From: Jaegeuk Kim <jaegeuk@kernel.org>
To: Can Guo <cang@codeaurora.org>
Cc: bvanassche@acm.org, linux-scsi@vger.kernel.org,
linux-kernel@vger.kernel.org,
linux-f2fs-devel@lists.sourceforge.net, avri.altman@wdc.com,
alim.akhtar@samsung.com, kernel-team@android.com
Subject: Re: [f2fs-dev] [PATCH v3 1/5] scsi: ufs: atomic update for clkgating_enable
Date: Mon, 26 Oct 2020 12:48:17 -0700 [thread overview]
Message-ID: <20201026194817.GA359340@google.com> (raw)

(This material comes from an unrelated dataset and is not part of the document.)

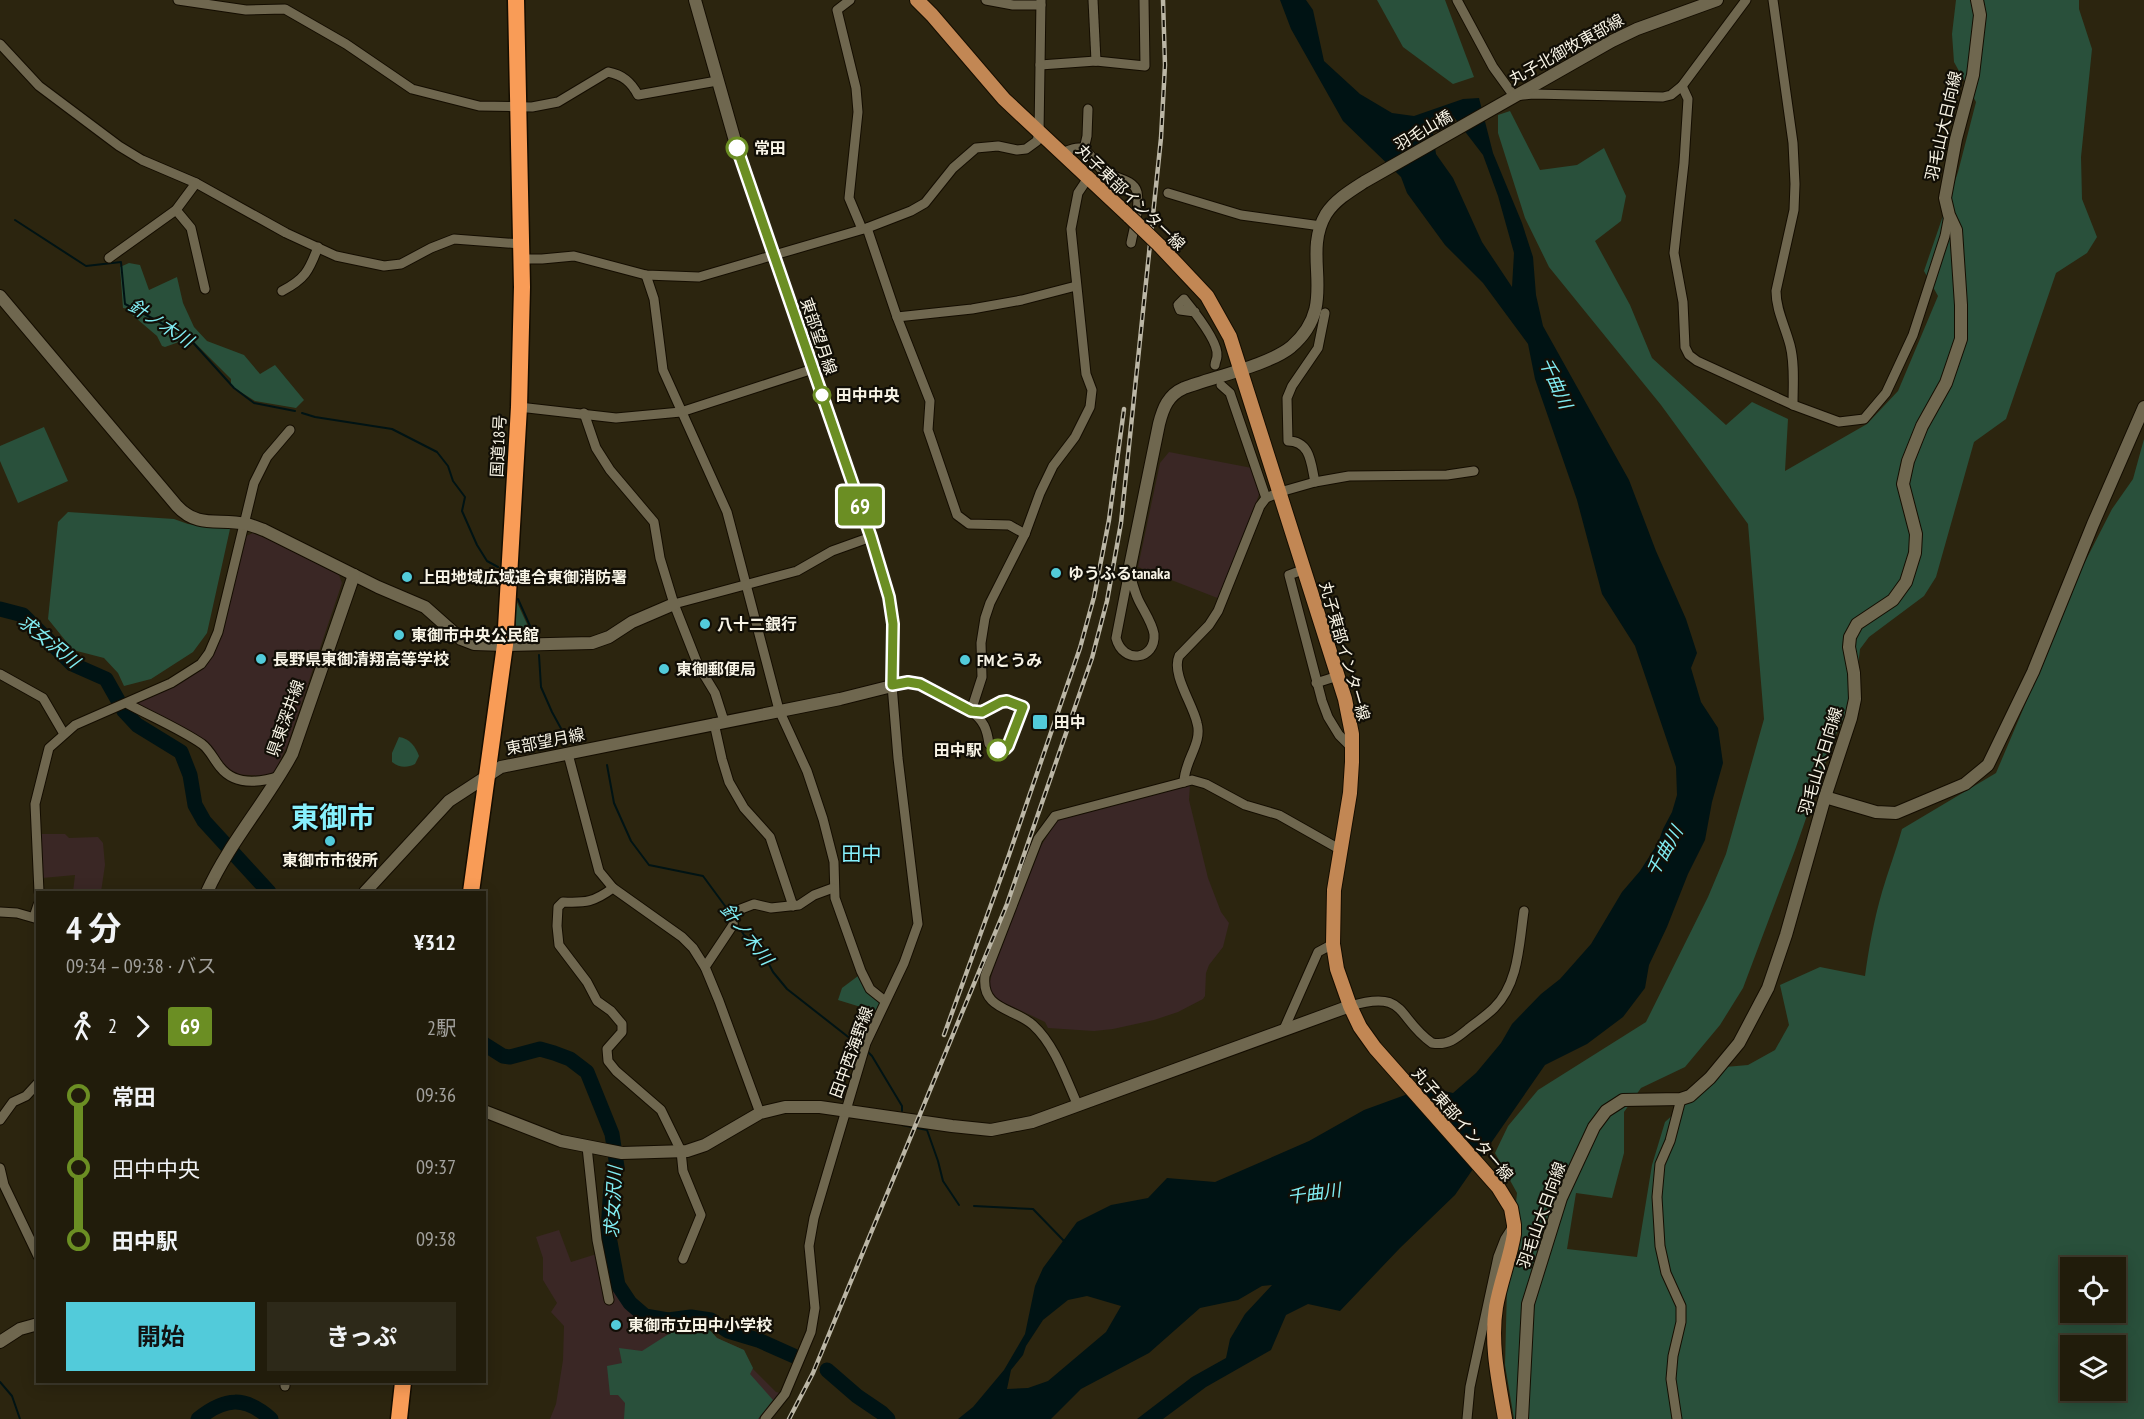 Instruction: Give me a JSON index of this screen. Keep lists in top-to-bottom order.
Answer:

In-Reply-To: <6c029b64cb4d78e7624bc896f9c9f16d@codeaurora.org>
On 10/26, Can Guo wrote:
> On 2020-10-26 14:13, Jaegeuk Kim wrote:
> > On 10/26, Can Guo wrote:
> > > On 2020-10-24 23:06, Jaegeuk Kim wrote:
> > > > From: Jaegeuk Kim <jaegeuk@google.com>
> > > >
> > > > When giving a stress test which enables/disables clkgating, we hit
> > > > device
> > > > timeout sometimes. This patch avoids subtle racy condition to address
> > > > it.
> > > >
> > > > If we use __ufshcd_release(), I've seen that gate_work can be called in
> > > > parallel
> > > > with ungate_work, which results in UFS timeout when doing hibern8.
> > > > Should avoid it.
> > > >
> > >
> > > I don't understand this comment. gate_work and ungate_work are
> > > queued on
> > > an ordered workqueue and an ordered workqueue executes at most one
> > > work item
> > > at any given time in the queued order. How can the two run in
> > > parallel?
> >
> > When I hit UFS stuck, I saw this by clkgating tracepoint.
> >
> > - REQ_CLK_OFF
> > - CLKS_OFF
> > - REQ_CLK_OFF
> > - REQ_CLKS_ON
> > ..
> >
>
> I don't see how can you tell that the two works are running in parallel
> just from above trace. May I know what is the exact error by "UFS timeout
> when doing hibern8"?
>
> By using __ufshcd_release() here, I do see one potential issue if your test
> quickly toggles on/off of clk_gating - disable it, enable it, disable it and
> enable it, which will cause that __ufshcd_release() being called twice,
> meaning
> we queue two gate_works back to back. So can you try below code and let me
> know
> if it helps or not? I am OK with your current change, but I would like to
> understand the problem. Thanks.
>
> diff --git a/drivers/scsi/ufs/ufshcd.c b/drivers/scsi/ufs/ufshcd.c
> index 1791bce..3eee438 100644
> --- a/drivers/scsi/ufs/ufshcd.c
> +++ b/drivers/scsi/ufs/ufshcd.c
> @@ -2271,6 +2271,8 @@ static void ufshcd_gate_work(struct work_struct *work)
> unsigned long flags;
>
> spin_lock_irqsave(hba->host->host_lock, flags);
> + if (hba->clk_gating.state == CLKS_OFF)
> + goto rel_lock;
> /*
> * In case you are here to cancel this work the gating state
> * would be marked as REQ_CLKS_ON. In this case save time by
This doesn't help. So, I checked this back again, and, like what you said, now
suspect __ufshcd_release() which changed state to REQ_CLKS_OFF on CLKS_OFF.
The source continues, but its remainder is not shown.